Cryptor is an encryption library developed by Atlassian to suit their specific Application Level Encryption (ALE) needs at scale in multi-region environments. It is a thin wrapper over the AWS Encryption SDK. Atlassian engineers designed it to offer automated key management, high availability (similar to Atlassian's Tenant Context Service), distributed caching, and the enforcement of soft limits to enable high-scale operations. Developers can integrate Cryptor as a library or a sidecar, exposing its functionality as HTTP and gRPC APIs.
David Connard, principal developer at Atlassian, explains why Atlassian chose to implement ALE wherever possible:
With ALE, sensitive data is encrypted before storage and only decrypted when required (i.e. at the point of use, in the application code). An attacker who gains access to the datastore (or, more commonly, who gains access to a historic replica of it, for example, a backup stored in a less secure location) does not automatically gain access to your sensitive data.
Connard explains that implementing ALE creates significant operational concerns. Implementors should never lose the ability to decrypt the data, encryption key integration should always be protected, and engineers should consider the performance impacts of adding encryption, as ALE adds significant computational effort to the application.
At the heart of Atlassian's ALE is Envelope Encryption. Envelope Encryption is a cryptographic technique used to secure data. It works by encrypting the data with a unique key called a "data key". Engineers then encrypt it with another key, the "root key". Then they bundle the encrypted ciphertext and the encrypted data key in an "envelope encrypted payload" and persist this payload to the data store.

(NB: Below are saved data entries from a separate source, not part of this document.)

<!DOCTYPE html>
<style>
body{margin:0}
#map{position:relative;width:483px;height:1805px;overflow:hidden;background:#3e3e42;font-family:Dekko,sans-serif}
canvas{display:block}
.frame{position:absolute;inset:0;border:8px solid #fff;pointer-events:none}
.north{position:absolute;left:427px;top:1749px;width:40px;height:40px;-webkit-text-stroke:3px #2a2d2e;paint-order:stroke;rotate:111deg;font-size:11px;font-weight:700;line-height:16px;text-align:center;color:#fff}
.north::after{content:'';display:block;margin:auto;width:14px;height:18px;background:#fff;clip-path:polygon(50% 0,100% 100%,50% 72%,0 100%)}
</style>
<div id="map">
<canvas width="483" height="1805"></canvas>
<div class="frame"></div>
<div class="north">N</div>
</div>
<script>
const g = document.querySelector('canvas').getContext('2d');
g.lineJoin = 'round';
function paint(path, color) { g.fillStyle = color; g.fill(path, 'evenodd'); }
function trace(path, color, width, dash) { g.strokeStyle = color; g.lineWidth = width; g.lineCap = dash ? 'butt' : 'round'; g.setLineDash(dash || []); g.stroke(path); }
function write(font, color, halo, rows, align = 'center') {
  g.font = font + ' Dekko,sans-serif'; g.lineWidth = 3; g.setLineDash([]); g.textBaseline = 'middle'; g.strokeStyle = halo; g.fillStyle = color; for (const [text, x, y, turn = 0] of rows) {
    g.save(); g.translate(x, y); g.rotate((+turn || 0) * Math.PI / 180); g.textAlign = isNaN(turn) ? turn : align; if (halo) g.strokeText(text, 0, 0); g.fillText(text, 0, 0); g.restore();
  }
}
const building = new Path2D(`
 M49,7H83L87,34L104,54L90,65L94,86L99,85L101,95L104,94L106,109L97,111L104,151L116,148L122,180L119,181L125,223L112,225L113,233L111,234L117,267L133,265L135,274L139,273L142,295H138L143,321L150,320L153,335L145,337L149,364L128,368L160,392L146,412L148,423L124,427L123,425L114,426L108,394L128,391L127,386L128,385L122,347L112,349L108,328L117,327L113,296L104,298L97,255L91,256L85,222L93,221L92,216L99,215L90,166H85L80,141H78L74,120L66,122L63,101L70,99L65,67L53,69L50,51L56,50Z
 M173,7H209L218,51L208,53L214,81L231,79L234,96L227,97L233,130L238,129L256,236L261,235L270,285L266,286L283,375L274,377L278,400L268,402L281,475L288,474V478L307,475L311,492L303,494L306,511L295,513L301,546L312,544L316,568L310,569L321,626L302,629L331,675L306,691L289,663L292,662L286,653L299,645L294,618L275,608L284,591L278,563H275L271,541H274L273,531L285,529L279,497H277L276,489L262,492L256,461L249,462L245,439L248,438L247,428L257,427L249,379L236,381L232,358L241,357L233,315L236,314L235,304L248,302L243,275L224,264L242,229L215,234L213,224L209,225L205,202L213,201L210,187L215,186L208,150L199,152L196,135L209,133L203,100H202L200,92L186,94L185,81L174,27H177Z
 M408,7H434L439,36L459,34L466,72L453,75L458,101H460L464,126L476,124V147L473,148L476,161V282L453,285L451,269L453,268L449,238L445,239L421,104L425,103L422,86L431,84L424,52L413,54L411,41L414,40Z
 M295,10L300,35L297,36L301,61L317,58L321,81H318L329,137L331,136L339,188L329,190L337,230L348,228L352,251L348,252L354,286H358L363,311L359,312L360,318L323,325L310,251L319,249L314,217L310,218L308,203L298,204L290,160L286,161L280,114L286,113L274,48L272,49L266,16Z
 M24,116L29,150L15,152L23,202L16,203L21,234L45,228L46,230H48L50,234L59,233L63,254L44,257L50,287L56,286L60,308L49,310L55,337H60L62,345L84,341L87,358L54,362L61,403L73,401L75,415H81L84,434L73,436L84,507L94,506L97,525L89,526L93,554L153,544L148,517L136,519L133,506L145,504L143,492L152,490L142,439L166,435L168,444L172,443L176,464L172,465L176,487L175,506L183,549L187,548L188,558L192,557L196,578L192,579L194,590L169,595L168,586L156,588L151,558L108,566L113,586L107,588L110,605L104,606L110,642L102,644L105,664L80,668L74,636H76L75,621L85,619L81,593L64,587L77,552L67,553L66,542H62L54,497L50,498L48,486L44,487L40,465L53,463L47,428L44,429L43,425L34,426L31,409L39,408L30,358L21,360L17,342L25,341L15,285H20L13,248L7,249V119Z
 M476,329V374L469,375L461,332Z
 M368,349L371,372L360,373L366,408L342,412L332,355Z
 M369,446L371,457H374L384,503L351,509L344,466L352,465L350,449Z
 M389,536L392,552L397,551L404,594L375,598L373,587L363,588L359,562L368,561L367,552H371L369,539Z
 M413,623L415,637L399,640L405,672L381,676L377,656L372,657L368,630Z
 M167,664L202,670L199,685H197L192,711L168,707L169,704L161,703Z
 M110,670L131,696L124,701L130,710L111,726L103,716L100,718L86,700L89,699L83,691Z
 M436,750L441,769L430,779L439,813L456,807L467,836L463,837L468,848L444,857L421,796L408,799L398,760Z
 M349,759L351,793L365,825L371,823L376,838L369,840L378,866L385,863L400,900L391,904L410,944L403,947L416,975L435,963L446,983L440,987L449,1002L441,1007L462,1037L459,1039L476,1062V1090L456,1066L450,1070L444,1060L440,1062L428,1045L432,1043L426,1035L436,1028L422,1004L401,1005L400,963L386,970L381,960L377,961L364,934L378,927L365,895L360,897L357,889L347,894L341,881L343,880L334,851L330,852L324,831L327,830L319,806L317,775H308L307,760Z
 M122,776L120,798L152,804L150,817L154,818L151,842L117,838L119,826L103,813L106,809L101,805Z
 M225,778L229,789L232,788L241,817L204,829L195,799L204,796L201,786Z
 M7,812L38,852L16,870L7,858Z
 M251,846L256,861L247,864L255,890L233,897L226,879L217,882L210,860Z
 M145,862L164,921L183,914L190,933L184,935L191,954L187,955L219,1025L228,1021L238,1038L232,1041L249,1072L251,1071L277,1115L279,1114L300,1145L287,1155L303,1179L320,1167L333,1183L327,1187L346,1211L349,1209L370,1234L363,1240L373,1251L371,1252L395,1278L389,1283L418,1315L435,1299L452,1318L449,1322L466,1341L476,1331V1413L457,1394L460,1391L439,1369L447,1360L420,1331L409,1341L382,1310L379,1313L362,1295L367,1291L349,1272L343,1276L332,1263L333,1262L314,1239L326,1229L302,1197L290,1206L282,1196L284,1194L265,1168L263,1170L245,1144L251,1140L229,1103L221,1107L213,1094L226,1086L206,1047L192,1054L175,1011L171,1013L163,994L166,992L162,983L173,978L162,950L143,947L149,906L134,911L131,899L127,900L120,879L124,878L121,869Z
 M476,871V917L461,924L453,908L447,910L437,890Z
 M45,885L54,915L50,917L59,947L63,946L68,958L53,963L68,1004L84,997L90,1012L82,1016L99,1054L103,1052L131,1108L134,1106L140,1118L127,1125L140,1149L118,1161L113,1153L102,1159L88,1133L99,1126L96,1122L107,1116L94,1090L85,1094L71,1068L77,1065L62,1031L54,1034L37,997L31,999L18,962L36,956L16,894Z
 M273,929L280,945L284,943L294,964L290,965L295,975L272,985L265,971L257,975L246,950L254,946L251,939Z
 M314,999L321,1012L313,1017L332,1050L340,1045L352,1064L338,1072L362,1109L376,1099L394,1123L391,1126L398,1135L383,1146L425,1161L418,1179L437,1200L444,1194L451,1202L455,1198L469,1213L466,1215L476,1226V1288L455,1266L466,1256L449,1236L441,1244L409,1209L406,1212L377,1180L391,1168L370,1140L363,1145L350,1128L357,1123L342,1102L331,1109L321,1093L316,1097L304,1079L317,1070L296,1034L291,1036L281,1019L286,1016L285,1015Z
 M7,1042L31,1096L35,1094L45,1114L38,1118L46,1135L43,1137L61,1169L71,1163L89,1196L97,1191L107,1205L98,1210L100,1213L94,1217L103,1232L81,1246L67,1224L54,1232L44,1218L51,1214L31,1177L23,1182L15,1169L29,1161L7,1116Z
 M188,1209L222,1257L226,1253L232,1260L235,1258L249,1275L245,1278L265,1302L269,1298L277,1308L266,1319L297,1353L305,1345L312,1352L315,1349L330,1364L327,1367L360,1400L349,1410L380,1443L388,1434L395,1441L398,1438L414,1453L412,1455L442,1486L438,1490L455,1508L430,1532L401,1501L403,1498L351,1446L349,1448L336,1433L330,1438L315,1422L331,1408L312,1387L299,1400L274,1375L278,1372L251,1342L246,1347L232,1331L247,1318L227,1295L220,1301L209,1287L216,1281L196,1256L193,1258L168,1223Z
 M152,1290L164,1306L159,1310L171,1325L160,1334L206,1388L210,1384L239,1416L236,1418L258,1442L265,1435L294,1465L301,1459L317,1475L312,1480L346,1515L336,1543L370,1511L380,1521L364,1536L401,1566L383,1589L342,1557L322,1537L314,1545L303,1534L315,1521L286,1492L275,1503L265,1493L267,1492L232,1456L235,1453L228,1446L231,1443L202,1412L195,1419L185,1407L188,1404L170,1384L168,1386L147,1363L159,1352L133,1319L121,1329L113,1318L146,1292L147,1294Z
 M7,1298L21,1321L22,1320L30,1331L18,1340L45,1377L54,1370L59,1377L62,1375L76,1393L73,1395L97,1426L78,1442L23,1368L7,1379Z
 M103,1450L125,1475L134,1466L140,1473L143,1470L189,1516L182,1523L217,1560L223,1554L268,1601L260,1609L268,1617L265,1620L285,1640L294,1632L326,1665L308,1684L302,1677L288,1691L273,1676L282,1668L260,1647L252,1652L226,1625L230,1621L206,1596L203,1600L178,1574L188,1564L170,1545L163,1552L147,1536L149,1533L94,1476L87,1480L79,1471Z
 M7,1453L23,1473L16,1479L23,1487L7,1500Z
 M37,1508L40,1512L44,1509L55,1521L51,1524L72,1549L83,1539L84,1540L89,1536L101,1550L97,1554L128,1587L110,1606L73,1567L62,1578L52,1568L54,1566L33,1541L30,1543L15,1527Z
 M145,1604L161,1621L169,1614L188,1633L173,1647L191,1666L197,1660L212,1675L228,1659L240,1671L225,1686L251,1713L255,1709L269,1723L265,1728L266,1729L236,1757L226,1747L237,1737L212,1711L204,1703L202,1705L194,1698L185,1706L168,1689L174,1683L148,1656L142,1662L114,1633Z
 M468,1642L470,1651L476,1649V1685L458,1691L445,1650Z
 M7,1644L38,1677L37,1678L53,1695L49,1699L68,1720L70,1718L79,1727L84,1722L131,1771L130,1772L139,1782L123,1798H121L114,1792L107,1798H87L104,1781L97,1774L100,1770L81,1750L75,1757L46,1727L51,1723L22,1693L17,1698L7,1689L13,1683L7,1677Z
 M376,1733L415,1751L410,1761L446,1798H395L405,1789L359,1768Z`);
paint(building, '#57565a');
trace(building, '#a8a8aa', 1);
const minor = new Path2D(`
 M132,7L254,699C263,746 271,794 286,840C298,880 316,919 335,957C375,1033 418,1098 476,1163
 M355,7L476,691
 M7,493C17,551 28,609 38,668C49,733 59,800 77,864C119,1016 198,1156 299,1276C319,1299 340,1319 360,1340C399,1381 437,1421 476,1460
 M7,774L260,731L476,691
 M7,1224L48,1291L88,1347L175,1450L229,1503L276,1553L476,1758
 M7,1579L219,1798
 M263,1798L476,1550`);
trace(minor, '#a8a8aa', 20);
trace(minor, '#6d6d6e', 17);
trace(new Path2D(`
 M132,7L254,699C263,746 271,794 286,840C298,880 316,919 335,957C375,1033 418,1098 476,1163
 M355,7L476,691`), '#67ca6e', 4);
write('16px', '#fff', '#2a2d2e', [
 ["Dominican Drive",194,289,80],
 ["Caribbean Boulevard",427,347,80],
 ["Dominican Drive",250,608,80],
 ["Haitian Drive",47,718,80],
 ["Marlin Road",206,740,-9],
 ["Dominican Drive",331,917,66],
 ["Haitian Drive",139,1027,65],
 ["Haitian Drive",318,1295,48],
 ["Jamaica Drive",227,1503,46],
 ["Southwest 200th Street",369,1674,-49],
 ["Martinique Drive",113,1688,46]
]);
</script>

The benefits of using envelope encryption over direct encryption with the root key are that each data key is only used for a small subset of your data, the encryption materials can be cached and re-used across multiple encryption requests, and it allows for fast symmetric encryption algorithms.
Envelope Encryption is well-supported by the AWS Encryption SDK. However, the SDK is mainly designed for single-region scenarios, whereas Atlassian has a heavily multi-region use case, with KMS keys stored and service running in multiple regions. Also, AWS' SDK enforces strict correctness, which makes sense at lower performance scales. However, Atlassian had to loosen some restrictions and enforce them softly to handle its high-scale operations.
Atlassian also encrypts all of its data at rest. However, encryption at rest provides no defence against many types of data exfiltration possibilities, such as a failure to restrict access to the data store, an authorised application doing something unsafe with restricted data at runtime, or legitimate access to data stores by staff for debugging purposes, or to resolve incidents.